- [PROMPT]:
Where in the records does the word "class" appear? Copy each line that holds it.

- [INPUT RECORDS]:
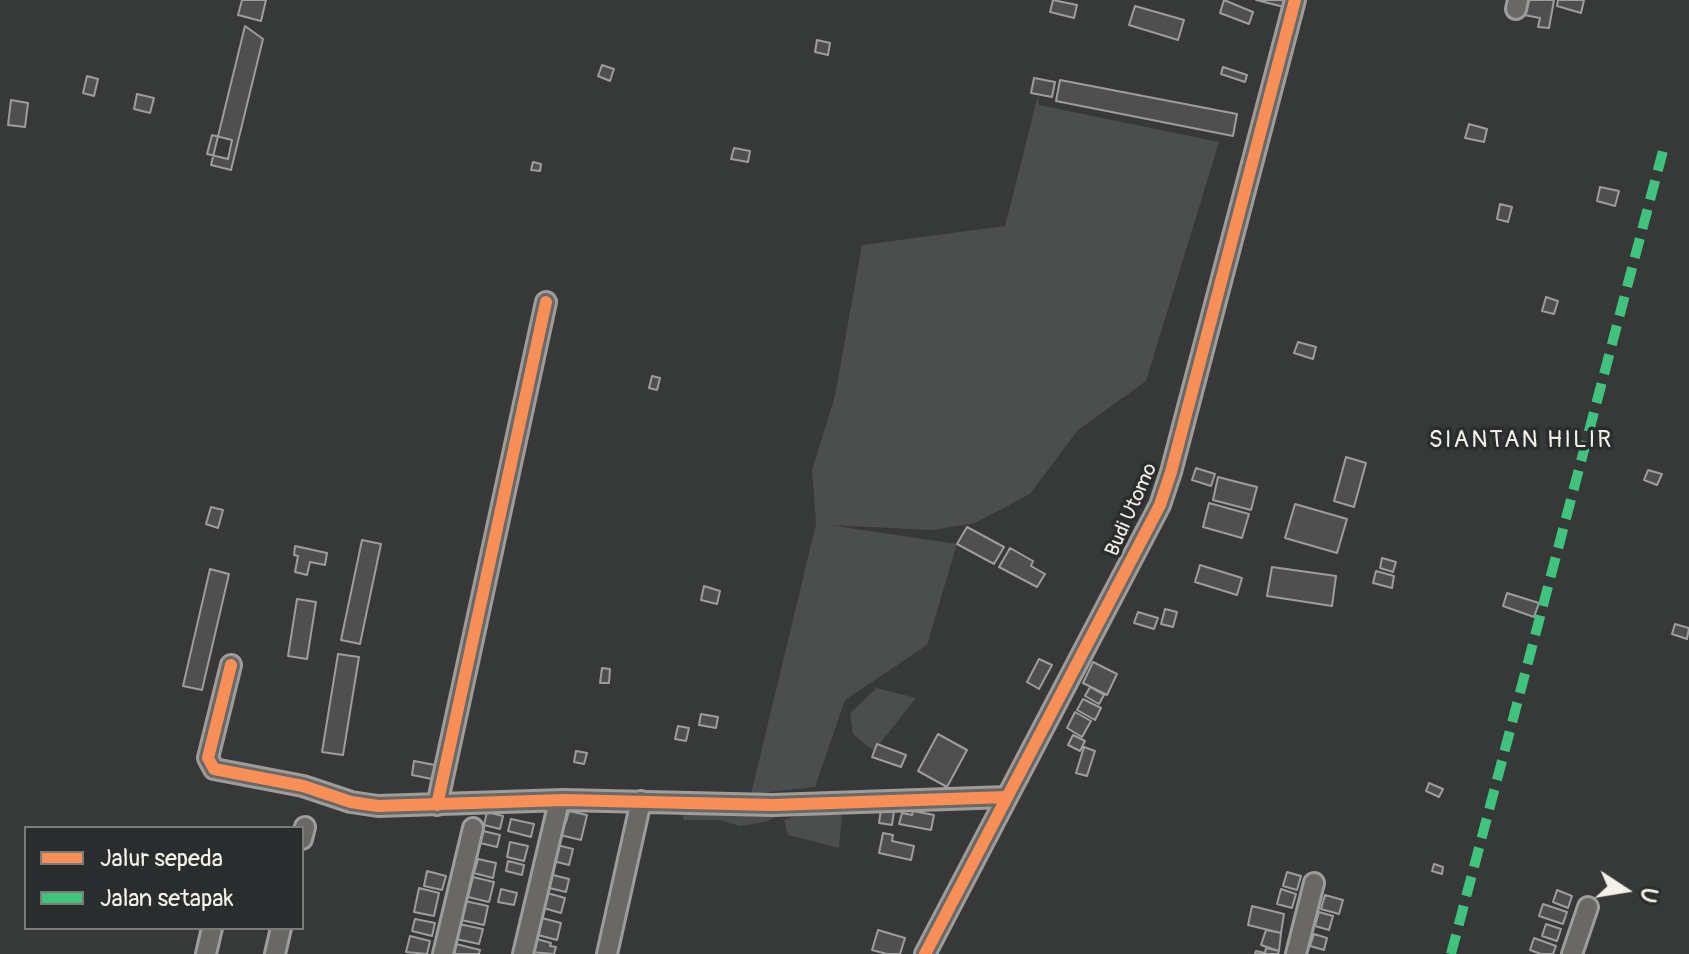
<!DOCTYPE html>
<style>
body{margin:0}
#map{position:relative;width:1689px;height:954px;overflow:hidden;background:#373838;font-family:Pangolin,sans-serif}
canvas{display:block}
.legend{position:absolute;left:24px;top:826px;width:280px;height:104px;box-sizing:border-box;background:#2a2d2e;border:2px solid #7b7b78;margin:0;padding:10px 14px;list-style:none;font-size:24px;color:#f4f1e8}
.legend li{display:flex;align-items:center;gap:16px;height:40px}
.legend b{width:40px;border:2px solid #7b7b78}
.north{position:absolute;left:1585px;top:850px;width:80px;height:80px;-webkit-text-stroke:6px #2a2d2e;paint-order:stroke;rotate:102deg;font-size:22px;font-weight:700;line-height:32px;text-align:center;color:#f4f1e8}
.north::after{content:'';display:block;margin:auto;width:28px;height:36px;background:#f4f1e8;clip-path:polygon(50% 0,100% 100%,50% 72%,0 100%)}
</style>
<div id="map">
<canvas width="1689" height="954"></canvas>
<ul class="legend">
<li><b style="height:10px;background:#f78f57"></b>Jalur sepeda</li>
<li><b style="height:10px;background:#40c37c"></b>Jalan setapak</li>
</ul>
<div class="north">U</div>
</div>
<script>
const g = document.querySelector('canvas').getContext('2d');
g.lineJoin = 'round';
function fill(path, color) { g.fillStyle = color; g.fill(path, 'evenodd'); }
function strokePath(path, color, width, dash) { g.strokeStyle = color; g.lineWidth = width; g.lineCap = dash ? 'butt' : 'round'; g.setLineDash(dash || []); g.stroke(path); }
function label(font, color, halo, rows, align = 'center') {
  g.font = font + ' Pangolin,sans-serif'; g.lineWidth = 7; g.setLineDash([]); g.textBaseline = 'middle'; g.strokeStyle = halo; g.fillStyle = color; for (const [text, x, y, turn = 0] of rows) {
    g.save(); g.translate(x, y); g.rotate((+turn || 0) * Math.PI / 180); g.textAlign = isNaN(turn) ? turn : align; if (halo) g.strokeText(text, 0, 0); g.fillText(text, 0, 0); g.restore();
  }
}
fill(new Path2D(`
 M1038,95L1039,105L1219,142L1146,381L1078,430L1030,494L975,523L932,530L829,525L957,544L927,645L845,700L815,787L751,794L816,524L812,470L835,396L862,245L1005,226Z
 M877,688L916,698L874,751L853,734L850,713Z
 M681,809L789,811L765,822L740,826L719,820H684Z
 M828,810L842,815L839,848L788,835L784,820L808,812Z`), '#4b4e4c');
const building = new Path2D(`
 M242,0H266L261,21L238,15Z
 M1053,0L1077,5L1074,18L1050,12Z
 M1224,0L1253,12L1249,24L1220,13Z
 M1256,0H1286L1284,7Z
 M1521,0H1554L1549,28L1538,27L1540,18L1519,14Z
 M1558,0H1584L1581,13L1557,6Z
 M1135,6L1184,20L1178,40L1129,25Z
 M245,26L263,39L231,170L211,165Z
 M817,40L830,43L828,55L815,52Z
 M602,65L614,69L610,81L598,76Z
 M1223,67L1247,75L1245,82L1221,74Z
 M87,76L98,79L94,96L83,93Z
 M1034,78L1055,82L1052,97L1031,93Z
 M1060,80L1237,114L1233,136L1056,101Z
 M137,94L154,98L150,113L134,109Z
 M11,100L28,103L25,127L8,125Z
 M1469,124L1487,129L1484,142L1465,138Z
 M212,135L232,140L228,159L207,154Z
 M734,148L750,151L748,162L731,159Z
 M533,162L541,164L540,171L531,170Z
 M1600,187L1619,191L1615,206L1597,201Z
 M1500,204L1512,207L1508,222L1497,219Z
 M1546,297L1558,301L1554,314L1542,311Z
 M1298,342L1316,347L1313,359L1294,353Z
 M652,376L660,378L657,390L649,388Z
 M1346,457L1366,463L1354,507L1334,501Z
 M1196,468L1215,474L1211,486L1192,480Z
 M1648,470L1662,474L1657,485L1644,480Z
 M1218,477L1257,487L1251,510L1213,500Z
 M1209,503L1249,514L1242,538L1203,527Z
 M1295,504L1347,519L1337,553L1285,538Z
 M211,507L223,510L218,528L206,524Z
 M967,527L1004,547L994,564L957,544Z
 M362,540L381,544L360,644L341,640Z
 M295,546L327,553L325,565L310,562L307,575L295,572L298,556L294,555Z
 M1010,548L1033,561L1031,566L1045,574L1037,587L999,567Z
 M1382,558L1396,562L1393,572L1380,568Z
 M1200,565L1242,578L1237,595L1195,582Z
 M1272,567L1336,576L1332,606L1267,596Z
 M210,569L229,574L202,690L183,686Z
 M1376,571L1394,576L1392,588L1373,583Z
 M704,586L720,591L717,604L701,600Z
 M1507,593L1539,603L1534,617L1503,606Z
 M297,599L316,602L307,659L288,656Z
 M1165,609L1177,612L1173,627L1161,624Z
 M1138,612L1158,618L1154,629L1134,623Z
 M1675,624L1689,628L1687,639L1672,634Z
 M338,654L359,657L343,755L322,752Z
 M1039,659L1052,665L1039,689L1027,682Z
 M1093,662L1117,674L1107,695L1083,683Z
 M602,668L610,669L609,683H600Z
 M1090,687L1104,695L1099,704L1085,696Z
 M1083,699L1101,708L1095,720L1077,710Z
 M1075,712L1091,721L1082,737L1067,728Z
 M701,714L718,717L716,728L699,725Z
 M678,726L689,728L686,741L675,739Z
 M938,734L967,750L947,787L918,771Z
 M1073,735L1085,741L1080,751L1068,745Z
 M877,744L906,755L901,767L872,757Z
 M1084,747L1095,751L1087,776L1076,773Z
 M576,751L587,753L584,764L574,762Z
 M414,761L435,765L432,779L412,775Z
 M1429,783L1443,789L1439,797L1426,791Z
 M881,809L894,811L892,825L879,823Z
 M569,811L587,815L581,840L556,834L559,820L566,822Z
 M913,811L934,815L931,830L899,824L902,813L912,815Z
 M487,812L503,816L500,829L484,825Z
 M511,819L534,824L531,837L508,831Z
 M483,831L500,835L497,847L480,843Z
 M883,833L893,835L892,841L914,846L911,860L879,853Z
 M510,842L528,846L524,861L507,857Z
 M553,844L573,849L569,865L549,860Z
 M478,859L496,863L493,878L474,873Z
 M508,861L524,865L522,875L506,871Z
 M1434,864L1443,867L1442,874L1432,871Z
 M427,871L446,876L442,890L424,886Z
 M1287,872L1301,876L1297,890L1283,886Z
 M549,874L569,879L566,892L545,887Z
 M473,877L494,882L489,902L468,897Z
 M419,888L439,893L434,916L414,912Z
 M501,889L517,893L514,905L498,902Z
 M1281,889L1296,894L1292,908L1277,904Z
 M1557,890L1572,896L1568,908L1553,902Z
 M540,891L565,898L561,913L536,906Z
 M1325,895L1343,900L1339,914L1321,909Z
 M465,901L488,906L484,925L461,920Z
 M1543,904L1567,912L1563,924L1539,916Z
 M1252,906L1284,914L1281,933L1248,925Z
 M1319,912L1333,916L1329,930L1315,926Z
 M538,917L561,923L557,940L534,934Z
 M415,919L435,923L432,936L412,931Z
 M459,924L483,929L479,944L456,939Z
 M1546,924L1561,929L1557,941L1542,936Z
 M878,930L905,938L900,954H887L872,950Z
 M1266,930L1281,933L1279,951L1261,945Z
 M1314,934L1327,938L1324,950L1310,946Z
 M410,936L430,941L427,954L406,952Z
 M533,938L551,943L550,946L556,947L554,954L530,952Z
 M1534,938L1556,946L1553,954H1541L1530,950Z
 M456,944L480,950L479,954H454Z
 M1266,948L1279,951L1278,954H1255L1256,951L1265,953Z`);
fill(building, '#4f4f4f');
strokePath(building, '#9d9d9b', 2);
const minor = new Path2D(`
 M1516,9L1518,0
 M231,665L208,758L214,769L303,786L351,802L378,806L564,800L773,805L1007,797
 M437,805L546,302
 M302,839L305,827
 M206,954L212,928
 M275,954L281,928
 M443,954L473,828
 M523,954L557,810
 M607,954L641,801
 M925,954L1160,505L1171,472L1295,0
 M1296,954L1314,883
 M1572,954L1588,907`);
strokePath(minor, '#9d9d9b', 24);
strokePath(minor, '#696866', 18);
strokePath(new Path2D(`
 M1451,954L1664,147`), '#40c37c', 10, [20, 10]);
strokePath(new Path2D(`
 M231,665L208,758L214,769L303,786L351,802L378,806L564,800L773,805L1007,797
 M437,805L546,302
 M925,954L1160,505L1171,472L1295,0`), '#f78f57', 12);
label('20px', '#f4f1e8', '#2a2d2e', [
 ["Budi Utomo",1132,510,-66]
]);
g.letterSpacing = '2px';
label('24px', '#f4f1e8', '#2a2d2e', [
 ["SIANTAN HILIR",1521,441]
]);
g.letterSpacing = '0px';
</script>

- [TASK SOLUTION]:
<ul class="legend">
<div class="north">U</div>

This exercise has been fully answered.